▶ Task description
Exactly how many lines in this data contain the word "setLineDash"? Only the number should be given.

*** Extracted data ***

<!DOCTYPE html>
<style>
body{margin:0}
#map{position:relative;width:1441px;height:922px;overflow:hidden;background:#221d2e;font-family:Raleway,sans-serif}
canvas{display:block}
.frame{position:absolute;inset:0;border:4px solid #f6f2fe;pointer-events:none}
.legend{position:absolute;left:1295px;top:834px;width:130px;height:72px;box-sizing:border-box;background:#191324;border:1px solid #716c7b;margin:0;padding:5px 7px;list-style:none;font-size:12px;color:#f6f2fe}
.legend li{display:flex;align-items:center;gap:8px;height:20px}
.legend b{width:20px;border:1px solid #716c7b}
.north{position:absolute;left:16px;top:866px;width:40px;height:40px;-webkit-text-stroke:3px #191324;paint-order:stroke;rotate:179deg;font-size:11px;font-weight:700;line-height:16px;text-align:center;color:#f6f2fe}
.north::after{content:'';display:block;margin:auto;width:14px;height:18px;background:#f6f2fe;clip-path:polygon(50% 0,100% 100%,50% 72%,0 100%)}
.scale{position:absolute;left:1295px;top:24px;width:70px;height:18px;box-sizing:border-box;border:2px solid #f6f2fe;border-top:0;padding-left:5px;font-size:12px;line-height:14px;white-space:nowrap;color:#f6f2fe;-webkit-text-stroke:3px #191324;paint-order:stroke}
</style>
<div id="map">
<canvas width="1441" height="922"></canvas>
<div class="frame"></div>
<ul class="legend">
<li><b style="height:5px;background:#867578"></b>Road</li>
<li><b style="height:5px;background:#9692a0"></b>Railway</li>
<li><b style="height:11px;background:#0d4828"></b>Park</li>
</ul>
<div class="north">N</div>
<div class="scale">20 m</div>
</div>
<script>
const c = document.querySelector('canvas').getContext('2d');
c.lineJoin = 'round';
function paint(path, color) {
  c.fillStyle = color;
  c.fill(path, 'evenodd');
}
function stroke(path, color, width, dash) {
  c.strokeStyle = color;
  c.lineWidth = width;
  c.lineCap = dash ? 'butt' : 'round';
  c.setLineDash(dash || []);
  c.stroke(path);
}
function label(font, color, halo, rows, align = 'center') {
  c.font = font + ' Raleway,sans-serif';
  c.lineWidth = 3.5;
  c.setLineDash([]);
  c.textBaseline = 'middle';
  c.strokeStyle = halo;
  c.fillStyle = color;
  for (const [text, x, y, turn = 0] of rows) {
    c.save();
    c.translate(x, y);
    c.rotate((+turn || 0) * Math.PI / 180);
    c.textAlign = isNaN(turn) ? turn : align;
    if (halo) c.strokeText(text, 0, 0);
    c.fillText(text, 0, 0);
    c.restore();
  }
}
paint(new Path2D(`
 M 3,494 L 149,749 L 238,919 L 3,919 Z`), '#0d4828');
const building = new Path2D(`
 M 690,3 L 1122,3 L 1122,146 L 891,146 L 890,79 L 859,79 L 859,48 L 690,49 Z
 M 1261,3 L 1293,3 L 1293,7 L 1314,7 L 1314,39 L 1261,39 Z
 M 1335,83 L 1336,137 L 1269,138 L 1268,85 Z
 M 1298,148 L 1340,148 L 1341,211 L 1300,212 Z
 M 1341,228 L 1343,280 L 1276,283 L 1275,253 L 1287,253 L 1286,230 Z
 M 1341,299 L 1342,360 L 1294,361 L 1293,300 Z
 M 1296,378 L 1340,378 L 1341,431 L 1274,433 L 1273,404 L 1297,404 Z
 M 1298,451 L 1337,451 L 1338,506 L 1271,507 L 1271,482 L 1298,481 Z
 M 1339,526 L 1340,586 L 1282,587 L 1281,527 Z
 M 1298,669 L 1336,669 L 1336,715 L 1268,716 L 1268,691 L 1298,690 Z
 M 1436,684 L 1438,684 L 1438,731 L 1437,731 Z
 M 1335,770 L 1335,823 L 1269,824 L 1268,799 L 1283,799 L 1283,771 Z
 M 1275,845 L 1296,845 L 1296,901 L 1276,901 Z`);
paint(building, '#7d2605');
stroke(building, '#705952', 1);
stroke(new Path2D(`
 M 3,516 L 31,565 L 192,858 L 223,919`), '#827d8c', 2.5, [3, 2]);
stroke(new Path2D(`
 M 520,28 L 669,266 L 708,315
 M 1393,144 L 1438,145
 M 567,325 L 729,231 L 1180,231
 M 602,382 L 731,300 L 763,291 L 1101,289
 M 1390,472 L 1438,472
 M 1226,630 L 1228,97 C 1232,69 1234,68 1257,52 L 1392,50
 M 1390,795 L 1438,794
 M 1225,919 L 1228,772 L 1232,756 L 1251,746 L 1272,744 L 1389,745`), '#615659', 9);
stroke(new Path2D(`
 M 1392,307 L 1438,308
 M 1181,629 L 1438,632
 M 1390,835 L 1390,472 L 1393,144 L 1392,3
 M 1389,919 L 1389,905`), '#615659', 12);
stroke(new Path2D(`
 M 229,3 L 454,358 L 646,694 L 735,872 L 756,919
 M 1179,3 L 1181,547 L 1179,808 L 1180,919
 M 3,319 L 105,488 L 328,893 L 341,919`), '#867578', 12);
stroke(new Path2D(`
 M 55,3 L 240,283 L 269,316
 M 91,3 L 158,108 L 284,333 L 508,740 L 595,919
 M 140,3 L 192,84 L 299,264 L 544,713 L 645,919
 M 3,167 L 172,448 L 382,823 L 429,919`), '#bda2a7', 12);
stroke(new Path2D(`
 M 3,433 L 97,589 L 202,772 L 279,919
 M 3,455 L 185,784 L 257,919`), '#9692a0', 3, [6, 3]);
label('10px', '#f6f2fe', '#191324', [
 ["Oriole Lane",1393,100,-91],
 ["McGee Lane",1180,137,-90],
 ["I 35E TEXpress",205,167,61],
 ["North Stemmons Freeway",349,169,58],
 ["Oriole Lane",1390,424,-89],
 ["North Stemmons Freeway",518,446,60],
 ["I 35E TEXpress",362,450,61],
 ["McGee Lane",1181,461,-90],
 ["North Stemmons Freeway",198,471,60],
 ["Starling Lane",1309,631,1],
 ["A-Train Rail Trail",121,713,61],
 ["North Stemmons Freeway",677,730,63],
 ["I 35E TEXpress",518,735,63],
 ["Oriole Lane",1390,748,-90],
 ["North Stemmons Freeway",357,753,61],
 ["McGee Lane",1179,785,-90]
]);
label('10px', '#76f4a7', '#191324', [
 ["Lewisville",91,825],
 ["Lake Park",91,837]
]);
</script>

*** End of Extracted data ***
*** Extracted data ***

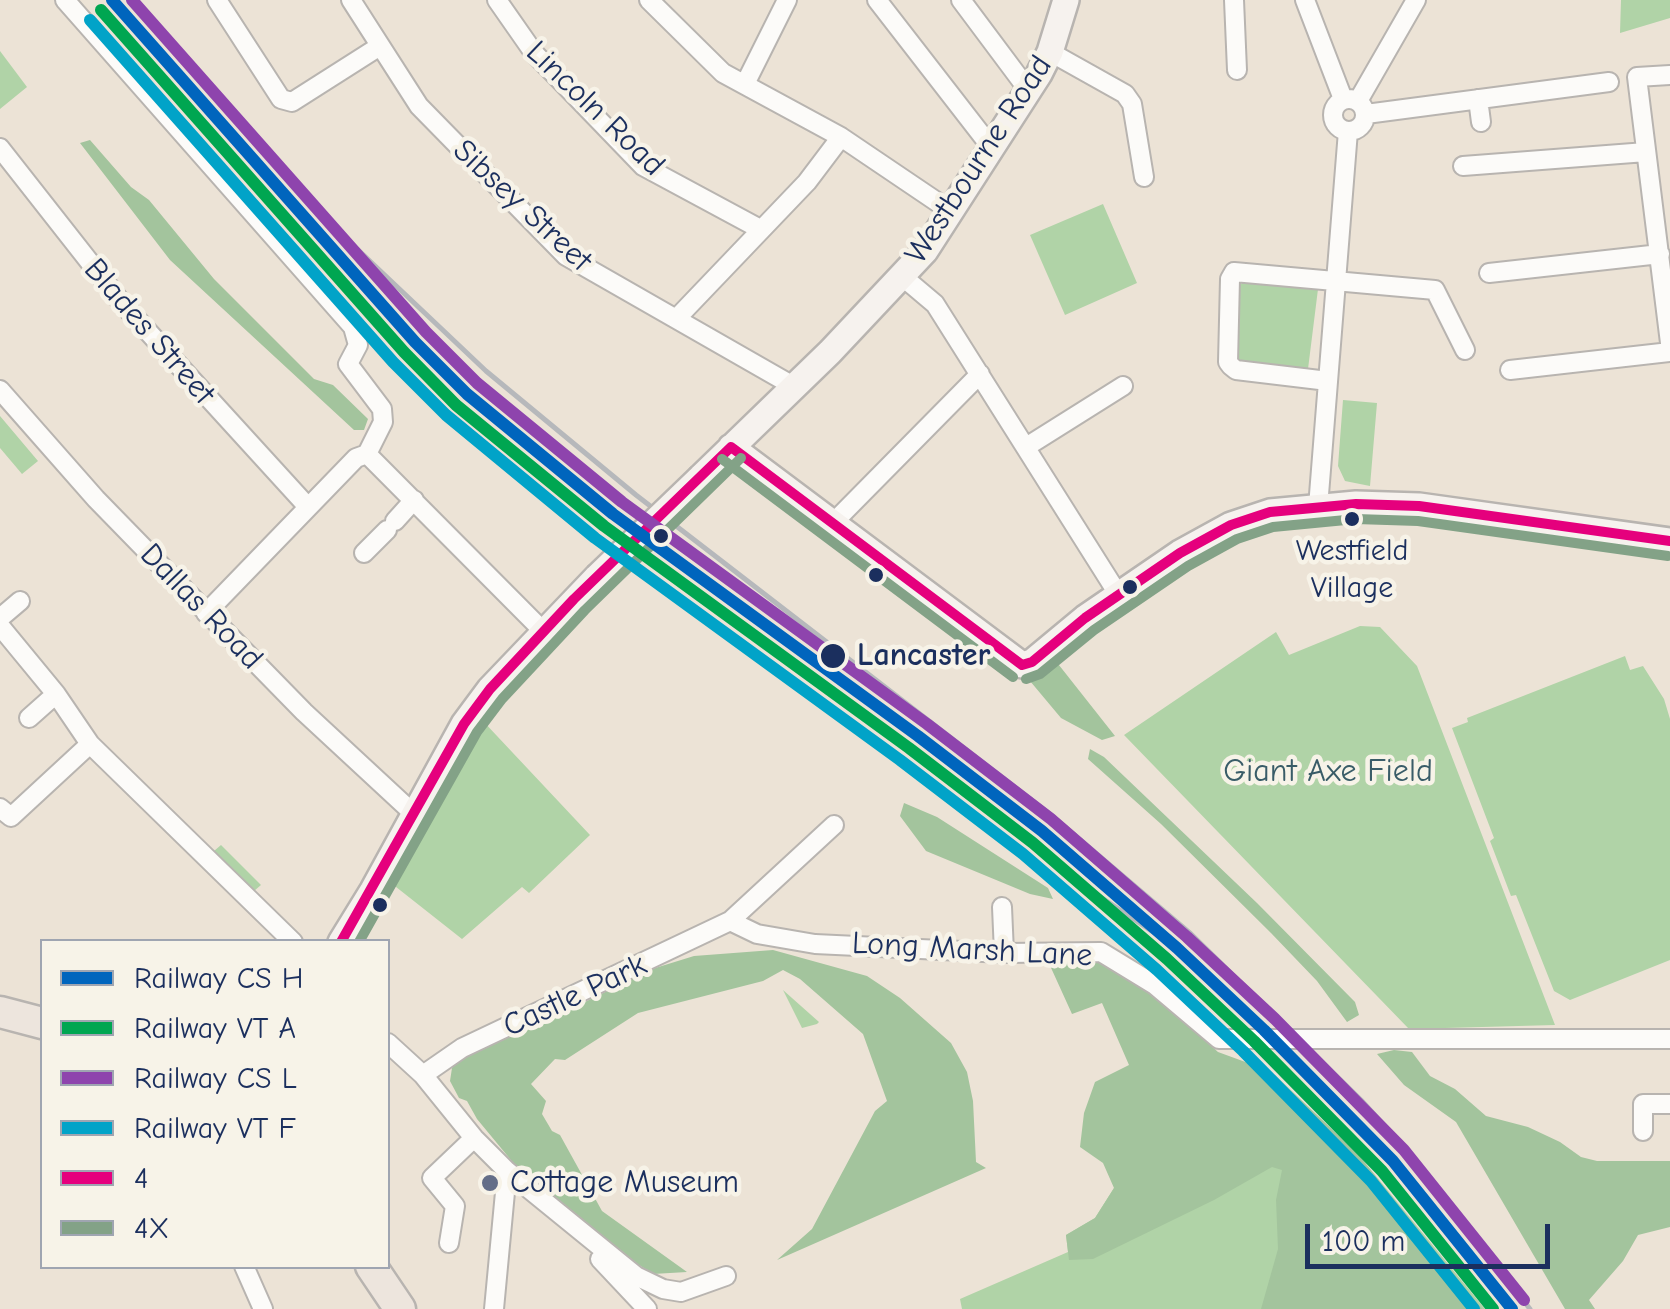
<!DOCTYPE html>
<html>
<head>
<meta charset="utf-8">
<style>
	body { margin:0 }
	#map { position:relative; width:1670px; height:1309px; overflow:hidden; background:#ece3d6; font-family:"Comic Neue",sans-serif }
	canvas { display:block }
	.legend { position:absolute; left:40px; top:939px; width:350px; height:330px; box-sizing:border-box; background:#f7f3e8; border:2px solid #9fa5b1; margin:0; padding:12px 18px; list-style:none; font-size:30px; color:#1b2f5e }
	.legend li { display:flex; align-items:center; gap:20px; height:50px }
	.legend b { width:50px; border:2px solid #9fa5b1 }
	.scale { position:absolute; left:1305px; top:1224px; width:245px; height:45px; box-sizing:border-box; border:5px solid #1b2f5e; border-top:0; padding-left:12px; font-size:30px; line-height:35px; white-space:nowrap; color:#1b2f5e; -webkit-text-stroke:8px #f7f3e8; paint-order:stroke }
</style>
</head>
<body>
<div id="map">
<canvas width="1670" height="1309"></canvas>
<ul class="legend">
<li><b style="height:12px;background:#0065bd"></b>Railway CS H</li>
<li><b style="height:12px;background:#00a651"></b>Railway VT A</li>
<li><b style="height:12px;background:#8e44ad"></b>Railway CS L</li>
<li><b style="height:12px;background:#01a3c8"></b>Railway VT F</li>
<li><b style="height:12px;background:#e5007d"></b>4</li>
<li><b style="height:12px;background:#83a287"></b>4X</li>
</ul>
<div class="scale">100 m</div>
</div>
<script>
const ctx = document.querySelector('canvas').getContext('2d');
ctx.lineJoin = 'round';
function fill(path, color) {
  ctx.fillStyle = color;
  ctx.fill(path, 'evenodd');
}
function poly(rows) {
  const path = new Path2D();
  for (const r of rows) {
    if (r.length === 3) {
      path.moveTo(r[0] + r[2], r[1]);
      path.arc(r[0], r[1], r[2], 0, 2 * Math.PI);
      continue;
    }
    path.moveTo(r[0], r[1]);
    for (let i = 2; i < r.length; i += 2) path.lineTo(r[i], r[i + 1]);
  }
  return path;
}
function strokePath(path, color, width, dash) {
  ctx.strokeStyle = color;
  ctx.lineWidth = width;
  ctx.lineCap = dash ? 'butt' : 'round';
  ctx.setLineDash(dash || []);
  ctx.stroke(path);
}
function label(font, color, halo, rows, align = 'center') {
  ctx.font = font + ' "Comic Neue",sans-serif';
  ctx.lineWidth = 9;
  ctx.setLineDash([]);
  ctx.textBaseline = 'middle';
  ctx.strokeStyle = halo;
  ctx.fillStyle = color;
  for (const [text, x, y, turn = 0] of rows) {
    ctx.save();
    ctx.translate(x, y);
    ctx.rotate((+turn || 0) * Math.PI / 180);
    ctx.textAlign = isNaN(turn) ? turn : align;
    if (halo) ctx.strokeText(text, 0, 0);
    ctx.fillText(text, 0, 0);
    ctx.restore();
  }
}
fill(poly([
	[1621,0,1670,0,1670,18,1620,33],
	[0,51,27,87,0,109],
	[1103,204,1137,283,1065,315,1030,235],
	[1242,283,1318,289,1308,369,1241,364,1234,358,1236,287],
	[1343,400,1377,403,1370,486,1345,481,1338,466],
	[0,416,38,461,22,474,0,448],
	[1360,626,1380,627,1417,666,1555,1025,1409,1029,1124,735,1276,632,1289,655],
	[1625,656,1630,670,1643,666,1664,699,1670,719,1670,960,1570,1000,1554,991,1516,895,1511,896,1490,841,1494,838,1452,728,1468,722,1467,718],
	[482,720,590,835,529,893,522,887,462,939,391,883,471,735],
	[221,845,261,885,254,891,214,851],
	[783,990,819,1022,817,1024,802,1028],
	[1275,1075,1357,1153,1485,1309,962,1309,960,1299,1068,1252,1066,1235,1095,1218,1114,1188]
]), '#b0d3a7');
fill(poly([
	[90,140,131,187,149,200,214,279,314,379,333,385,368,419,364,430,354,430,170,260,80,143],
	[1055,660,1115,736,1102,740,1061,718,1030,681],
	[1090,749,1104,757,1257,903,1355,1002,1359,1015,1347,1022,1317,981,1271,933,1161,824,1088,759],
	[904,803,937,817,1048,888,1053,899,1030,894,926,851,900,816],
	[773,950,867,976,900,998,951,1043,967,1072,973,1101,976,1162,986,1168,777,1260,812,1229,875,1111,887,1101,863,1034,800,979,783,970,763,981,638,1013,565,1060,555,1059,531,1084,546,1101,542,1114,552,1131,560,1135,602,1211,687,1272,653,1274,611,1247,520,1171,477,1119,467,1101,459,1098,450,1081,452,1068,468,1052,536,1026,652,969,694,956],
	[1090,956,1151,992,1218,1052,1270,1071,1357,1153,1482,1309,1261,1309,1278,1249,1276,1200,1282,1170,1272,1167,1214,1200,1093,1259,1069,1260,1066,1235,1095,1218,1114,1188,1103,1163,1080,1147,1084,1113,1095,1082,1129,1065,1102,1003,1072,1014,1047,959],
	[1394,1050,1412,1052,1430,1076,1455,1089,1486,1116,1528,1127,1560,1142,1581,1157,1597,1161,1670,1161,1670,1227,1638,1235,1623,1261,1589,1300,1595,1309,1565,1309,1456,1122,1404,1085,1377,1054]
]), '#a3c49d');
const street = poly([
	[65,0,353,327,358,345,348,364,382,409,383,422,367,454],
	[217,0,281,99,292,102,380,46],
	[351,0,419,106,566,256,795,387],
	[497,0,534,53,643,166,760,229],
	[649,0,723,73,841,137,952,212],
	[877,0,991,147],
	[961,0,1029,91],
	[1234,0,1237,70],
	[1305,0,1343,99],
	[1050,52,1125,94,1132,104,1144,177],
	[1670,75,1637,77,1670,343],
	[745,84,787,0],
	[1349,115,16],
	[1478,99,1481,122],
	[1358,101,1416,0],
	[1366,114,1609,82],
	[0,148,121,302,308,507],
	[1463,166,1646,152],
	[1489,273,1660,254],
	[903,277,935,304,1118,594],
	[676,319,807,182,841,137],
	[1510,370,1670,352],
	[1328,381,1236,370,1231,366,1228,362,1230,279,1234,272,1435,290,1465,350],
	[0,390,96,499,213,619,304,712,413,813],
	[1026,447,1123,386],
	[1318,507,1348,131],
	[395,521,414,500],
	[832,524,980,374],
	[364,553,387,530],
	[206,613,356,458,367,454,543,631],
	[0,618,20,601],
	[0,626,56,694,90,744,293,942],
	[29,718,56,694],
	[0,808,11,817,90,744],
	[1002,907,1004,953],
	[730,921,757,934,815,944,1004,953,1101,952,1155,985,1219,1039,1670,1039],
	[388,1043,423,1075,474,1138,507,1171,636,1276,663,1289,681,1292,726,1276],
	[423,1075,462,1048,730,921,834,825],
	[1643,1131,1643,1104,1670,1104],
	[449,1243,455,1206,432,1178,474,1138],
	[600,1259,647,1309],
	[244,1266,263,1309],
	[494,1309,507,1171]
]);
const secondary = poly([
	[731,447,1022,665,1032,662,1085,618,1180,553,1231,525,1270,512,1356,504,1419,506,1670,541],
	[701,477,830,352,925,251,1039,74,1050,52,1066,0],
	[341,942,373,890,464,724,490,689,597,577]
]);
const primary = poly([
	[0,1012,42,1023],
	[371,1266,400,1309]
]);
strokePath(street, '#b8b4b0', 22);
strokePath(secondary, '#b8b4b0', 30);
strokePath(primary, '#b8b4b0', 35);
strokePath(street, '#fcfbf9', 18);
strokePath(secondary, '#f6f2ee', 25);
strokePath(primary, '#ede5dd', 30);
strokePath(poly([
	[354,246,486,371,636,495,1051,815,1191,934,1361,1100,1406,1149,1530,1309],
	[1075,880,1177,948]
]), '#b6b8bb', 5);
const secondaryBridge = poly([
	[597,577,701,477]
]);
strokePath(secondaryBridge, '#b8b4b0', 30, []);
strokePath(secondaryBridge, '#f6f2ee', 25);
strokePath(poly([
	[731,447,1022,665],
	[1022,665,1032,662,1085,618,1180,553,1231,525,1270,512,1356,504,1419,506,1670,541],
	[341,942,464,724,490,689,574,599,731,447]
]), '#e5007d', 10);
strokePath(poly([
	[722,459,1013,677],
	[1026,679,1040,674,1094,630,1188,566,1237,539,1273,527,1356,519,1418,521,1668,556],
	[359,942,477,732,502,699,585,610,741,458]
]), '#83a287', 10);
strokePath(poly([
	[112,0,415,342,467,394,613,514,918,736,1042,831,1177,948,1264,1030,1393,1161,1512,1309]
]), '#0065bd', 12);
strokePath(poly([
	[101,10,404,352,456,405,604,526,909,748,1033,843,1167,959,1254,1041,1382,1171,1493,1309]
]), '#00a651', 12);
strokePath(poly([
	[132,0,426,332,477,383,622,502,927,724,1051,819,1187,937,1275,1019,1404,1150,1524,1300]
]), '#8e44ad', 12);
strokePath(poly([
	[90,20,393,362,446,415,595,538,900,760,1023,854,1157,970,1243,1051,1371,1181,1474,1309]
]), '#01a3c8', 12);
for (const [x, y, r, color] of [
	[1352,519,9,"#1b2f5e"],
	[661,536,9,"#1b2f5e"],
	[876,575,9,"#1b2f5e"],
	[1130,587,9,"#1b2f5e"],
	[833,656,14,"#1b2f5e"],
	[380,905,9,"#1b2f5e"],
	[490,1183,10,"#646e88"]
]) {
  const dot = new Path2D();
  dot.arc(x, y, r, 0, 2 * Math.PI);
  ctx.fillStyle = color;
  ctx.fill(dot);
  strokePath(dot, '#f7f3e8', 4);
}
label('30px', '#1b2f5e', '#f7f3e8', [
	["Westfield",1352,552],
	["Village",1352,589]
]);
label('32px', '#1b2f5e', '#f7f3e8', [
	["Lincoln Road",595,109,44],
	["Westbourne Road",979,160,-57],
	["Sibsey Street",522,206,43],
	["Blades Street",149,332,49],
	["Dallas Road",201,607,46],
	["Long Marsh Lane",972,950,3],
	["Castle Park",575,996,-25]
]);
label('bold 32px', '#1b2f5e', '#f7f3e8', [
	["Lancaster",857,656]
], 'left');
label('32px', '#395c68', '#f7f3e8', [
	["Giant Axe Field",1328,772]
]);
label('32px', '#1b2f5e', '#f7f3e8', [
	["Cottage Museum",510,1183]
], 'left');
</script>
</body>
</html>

*** End of Extracted data ***

▶ Written response
4